> [Work required]
In the data below, find every line with the word "rule" and copy it.

> [Source data]
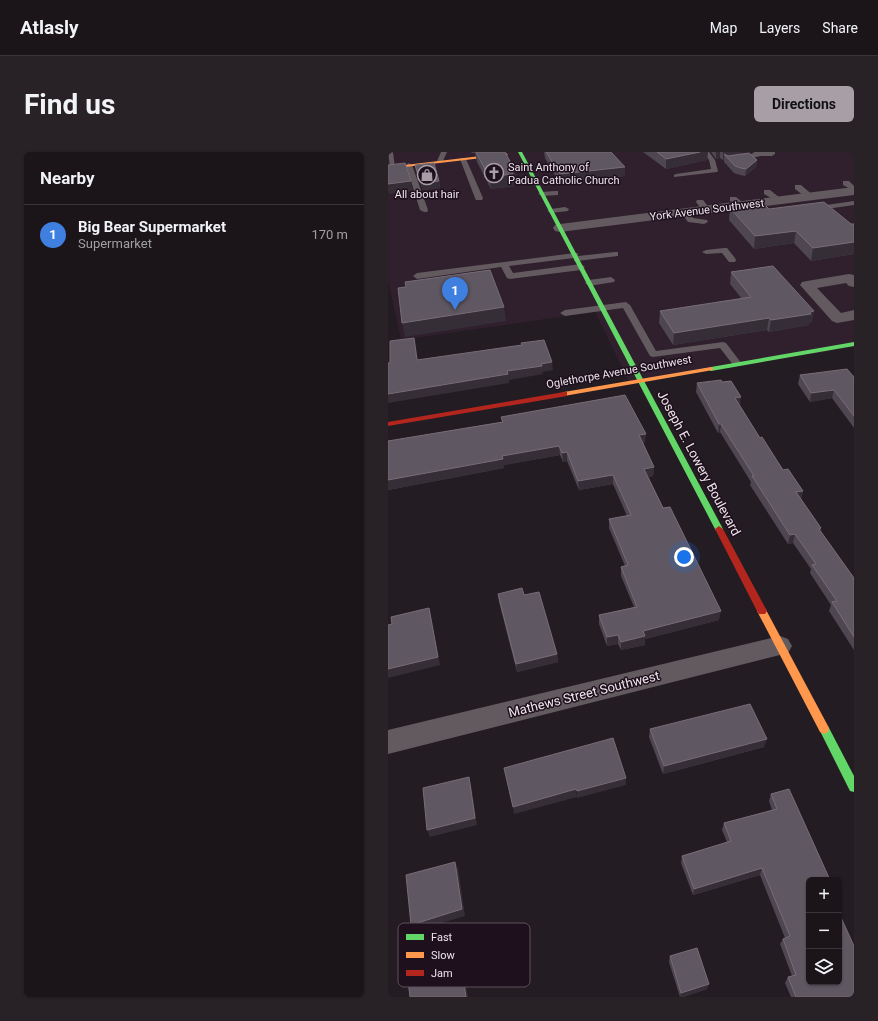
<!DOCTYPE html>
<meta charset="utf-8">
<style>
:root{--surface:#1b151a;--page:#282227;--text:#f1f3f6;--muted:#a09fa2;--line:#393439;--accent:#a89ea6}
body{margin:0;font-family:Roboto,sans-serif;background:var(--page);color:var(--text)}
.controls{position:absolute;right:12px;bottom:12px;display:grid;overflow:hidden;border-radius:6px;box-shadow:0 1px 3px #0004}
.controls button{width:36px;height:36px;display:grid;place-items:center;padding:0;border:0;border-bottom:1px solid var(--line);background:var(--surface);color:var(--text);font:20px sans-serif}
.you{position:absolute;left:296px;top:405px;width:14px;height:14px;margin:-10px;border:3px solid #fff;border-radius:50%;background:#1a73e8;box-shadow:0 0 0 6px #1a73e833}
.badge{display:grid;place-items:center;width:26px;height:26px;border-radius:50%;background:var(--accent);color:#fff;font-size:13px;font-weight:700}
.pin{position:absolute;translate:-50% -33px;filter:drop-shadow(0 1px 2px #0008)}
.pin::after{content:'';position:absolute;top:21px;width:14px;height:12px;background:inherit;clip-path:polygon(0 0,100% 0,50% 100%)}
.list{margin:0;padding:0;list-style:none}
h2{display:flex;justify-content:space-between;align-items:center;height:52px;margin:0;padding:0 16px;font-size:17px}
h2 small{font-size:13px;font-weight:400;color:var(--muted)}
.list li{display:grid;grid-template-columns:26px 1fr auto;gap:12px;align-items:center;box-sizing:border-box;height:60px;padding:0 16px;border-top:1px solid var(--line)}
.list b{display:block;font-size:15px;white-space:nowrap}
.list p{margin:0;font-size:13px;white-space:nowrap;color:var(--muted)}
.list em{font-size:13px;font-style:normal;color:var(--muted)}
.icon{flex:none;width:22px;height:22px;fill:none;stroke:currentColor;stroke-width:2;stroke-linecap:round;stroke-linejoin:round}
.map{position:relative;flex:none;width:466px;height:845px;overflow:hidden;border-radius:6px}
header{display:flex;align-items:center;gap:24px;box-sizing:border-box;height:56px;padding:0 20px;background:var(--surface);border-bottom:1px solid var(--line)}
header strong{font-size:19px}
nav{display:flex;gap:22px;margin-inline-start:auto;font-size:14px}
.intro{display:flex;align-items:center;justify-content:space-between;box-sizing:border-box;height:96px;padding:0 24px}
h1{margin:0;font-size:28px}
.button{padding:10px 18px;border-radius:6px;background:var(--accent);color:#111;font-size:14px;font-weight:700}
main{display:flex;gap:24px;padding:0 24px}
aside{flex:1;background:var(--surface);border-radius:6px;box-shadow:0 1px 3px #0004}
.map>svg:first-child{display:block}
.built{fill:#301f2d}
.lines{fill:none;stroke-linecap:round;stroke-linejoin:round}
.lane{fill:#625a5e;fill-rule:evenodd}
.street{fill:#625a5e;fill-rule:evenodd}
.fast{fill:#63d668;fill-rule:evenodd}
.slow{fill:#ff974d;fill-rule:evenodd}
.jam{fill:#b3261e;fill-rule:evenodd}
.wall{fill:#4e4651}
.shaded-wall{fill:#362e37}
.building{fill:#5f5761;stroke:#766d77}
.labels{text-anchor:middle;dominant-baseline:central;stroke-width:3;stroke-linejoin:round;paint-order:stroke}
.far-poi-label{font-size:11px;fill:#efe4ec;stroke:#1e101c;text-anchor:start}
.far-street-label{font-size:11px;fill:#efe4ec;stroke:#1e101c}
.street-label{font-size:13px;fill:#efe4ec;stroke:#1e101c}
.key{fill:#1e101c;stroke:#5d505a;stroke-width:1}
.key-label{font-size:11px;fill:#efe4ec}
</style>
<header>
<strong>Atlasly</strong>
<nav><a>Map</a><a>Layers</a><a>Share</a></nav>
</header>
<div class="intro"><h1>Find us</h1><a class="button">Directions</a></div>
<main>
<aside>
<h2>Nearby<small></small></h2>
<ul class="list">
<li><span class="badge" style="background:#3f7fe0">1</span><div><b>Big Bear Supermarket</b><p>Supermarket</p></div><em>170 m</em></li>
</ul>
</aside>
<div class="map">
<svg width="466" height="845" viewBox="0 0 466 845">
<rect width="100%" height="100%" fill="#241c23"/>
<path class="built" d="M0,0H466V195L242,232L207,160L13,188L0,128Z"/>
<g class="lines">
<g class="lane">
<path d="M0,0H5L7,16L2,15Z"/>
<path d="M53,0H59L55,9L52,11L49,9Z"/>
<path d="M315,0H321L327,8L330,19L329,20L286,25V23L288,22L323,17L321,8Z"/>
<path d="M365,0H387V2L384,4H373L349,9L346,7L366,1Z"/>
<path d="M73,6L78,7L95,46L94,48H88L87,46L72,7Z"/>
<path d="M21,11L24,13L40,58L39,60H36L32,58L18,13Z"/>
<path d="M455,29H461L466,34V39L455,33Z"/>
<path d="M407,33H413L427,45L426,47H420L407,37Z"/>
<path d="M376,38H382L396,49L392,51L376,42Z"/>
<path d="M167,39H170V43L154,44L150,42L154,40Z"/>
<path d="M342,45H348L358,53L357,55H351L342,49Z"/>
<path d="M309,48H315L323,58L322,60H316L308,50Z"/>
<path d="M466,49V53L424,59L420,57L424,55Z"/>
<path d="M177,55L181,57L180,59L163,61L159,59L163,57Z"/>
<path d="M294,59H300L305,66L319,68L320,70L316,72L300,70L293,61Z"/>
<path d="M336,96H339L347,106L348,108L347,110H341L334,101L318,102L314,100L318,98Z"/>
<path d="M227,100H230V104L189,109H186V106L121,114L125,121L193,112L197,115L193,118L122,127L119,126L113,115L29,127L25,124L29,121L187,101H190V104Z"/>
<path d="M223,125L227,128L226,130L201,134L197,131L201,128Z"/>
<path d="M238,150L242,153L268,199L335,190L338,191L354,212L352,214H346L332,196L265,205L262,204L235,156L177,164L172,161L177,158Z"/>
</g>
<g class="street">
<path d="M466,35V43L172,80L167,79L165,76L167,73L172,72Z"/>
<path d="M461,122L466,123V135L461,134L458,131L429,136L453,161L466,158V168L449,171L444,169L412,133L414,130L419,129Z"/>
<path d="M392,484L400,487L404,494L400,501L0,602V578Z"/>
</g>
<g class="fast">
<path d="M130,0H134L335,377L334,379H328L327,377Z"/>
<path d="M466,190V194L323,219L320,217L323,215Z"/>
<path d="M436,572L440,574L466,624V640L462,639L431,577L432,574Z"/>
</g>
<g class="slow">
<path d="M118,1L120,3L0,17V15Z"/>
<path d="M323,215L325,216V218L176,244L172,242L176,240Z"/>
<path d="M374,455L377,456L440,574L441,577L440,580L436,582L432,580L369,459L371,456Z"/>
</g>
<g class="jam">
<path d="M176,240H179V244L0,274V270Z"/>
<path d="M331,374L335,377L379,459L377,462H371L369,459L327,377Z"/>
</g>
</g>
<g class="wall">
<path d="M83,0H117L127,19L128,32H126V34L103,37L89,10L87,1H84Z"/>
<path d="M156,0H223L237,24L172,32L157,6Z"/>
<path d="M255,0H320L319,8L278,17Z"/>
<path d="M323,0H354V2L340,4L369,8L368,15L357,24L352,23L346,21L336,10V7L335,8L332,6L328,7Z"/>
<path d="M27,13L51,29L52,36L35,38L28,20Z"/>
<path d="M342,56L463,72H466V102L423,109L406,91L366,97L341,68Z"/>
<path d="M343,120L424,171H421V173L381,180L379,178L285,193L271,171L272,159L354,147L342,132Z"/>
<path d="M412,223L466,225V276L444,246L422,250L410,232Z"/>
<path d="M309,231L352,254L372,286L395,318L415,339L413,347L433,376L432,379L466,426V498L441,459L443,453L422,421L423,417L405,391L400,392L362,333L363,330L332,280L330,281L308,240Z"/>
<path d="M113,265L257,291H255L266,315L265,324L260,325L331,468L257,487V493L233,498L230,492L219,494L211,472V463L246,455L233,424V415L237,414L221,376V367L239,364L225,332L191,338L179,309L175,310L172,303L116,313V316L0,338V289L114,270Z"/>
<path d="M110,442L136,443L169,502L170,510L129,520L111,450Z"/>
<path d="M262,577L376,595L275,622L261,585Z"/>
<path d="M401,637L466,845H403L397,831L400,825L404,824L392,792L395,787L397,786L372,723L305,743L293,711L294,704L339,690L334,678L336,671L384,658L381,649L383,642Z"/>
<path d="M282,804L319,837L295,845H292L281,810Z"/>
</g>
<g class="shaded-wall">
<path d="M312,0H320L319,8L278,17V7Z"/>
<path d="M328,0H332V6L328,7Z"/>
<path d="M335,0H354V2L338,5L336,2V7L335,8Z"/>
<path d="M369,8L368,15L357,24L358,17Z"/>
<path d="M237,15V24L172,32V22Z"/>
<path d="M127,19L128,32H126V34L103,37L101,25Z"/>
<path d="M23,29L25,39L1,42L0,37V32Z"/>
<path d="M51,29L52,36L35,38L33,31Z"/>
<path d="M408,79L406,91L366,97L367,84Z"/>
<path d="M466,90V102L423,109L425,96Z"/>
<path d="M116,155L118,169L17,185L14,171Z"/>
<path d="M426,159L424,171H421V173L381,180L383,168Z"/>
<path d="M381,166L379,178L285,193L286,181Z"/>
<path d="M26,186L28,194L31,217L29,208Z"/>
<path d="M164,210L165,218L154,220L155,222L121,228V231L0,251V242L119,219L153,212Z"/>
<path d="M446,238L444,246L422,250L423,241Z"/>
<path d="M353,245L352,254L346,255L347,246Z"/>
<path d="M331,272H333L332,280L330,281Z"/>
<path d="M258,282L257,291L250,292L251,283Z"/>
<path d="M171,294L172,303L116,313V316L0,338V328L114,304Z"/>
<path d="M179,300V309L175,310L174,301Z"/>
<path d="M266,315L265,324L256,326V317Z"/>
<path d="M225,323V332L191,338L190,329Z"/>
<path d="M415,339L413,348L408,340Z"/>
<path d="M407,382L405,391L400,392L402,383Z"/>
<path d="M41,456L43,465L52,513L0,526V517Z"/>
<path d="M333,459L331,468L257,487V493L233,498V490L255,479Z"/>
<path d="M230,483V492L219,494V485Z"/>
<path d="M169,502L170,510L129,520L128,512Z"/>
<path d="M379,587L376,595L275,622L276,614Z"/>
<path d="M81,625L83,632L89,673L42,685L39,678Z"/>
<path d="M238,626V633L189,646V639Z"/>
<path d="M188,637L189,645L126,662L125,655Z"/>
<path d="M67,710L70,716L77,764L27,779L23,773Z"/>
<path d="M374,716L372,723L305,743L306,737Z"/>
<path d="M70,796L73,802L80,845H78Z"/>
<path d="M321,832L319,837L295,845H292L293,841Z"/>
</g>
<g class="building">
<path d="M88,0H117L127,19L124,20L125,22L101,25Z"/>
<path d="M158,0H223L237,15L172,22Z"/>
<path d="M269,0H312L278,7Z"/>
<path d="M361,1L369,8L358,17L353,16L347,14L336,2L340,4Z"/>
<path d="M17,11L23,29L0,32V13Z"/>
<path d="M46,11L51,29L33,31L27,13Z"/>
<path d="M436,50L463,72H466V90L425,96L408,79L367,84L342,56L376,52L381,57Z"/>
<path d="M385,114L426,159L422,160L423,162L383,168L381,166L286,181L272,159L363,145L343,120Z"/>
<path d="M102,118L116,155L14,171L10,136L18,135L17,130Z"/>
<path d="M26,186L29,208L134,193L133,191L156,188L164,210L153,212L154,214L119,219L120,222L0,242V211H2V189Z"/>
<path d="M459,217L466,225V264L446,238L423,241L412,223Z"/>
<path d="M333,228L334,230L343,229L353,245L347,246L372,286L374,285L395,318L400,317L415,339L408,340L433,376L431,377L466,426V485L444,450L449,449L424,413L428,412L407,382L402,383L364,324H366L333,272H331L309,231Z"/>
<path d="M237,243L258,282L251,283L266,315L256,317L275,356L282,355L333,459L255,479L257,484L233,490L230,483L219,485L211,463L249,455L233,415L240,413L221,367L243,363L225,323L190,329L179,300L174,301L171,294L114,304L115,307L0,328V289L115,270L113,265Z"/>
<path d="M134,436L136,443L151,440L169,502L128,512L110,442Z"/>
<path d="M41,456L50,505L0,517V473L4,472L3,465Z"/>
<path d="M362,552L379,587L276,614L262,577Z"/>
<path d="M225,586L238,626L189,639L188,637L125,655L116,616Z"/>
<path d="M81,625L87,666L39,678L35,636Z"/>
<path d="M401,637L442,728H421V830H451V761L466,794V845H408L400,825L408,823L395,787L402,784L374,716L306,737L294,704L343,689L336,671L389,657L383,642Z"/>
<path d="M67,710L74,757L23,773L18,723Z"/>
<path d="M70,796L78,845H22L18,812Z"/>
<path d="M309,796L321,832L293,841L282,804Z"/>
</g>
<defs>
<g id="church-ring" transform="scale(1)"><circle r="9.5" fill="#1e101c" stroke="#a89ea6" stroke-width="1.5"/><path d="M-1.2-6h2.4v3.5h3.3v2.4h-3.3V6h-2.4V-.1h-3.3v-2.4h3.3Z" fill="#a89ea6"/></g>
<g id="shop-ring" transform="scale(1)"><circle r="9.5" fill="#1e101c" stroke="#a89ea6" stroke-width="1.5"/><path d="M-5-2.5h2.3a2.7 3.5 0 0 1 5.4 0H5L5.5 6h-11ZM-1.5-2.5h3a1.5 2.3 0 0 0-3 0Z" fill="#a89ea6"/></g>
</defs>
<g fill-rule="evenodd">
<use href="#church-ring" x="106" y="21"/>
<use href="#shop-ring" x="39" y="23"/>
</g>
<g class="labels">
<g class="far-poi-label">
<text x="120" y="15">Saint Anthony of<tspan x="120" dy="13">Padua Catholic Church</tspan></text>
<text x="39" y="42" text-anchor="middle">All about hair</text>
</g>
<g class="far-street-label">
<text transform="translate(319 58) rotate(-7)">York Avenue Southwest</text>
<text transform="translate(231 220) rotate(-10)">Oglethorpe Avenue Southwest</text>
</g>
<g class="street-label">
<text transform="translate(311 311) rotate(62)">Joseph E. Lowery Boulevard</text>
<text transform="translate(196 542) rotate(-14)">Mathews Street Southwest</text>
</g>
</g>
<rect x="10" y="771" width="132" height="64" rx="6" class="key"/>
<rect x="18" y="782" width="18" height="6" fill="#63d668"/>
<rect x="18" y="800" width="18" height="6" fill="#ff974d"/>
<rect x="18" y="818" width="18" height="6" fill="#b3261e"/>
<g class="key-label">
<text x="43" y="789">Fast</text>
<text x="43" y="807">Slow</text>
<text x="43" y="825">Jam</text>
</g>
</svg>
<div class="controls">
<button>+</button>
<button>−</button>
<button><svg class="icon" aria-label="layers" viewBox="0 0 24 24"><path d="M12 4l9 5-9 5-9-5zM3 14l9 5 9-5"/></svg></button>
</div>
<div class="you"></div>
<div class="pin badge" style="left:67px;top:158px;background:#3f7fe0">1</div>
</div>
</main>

> [Answer to this exercise]
.lane{fill:#625a5e;fill-rule:evenodd}
.street{fill:#625a5e;fill-rule:evenodd}
.fast{fill:#63d668;fill-rule:evenodd}
.slow{fill:#ff974d;fill-rule:evenodd}
.jam{fill:#b3261e;fill-rule:evenodd}
<g fill-rule="evenodd">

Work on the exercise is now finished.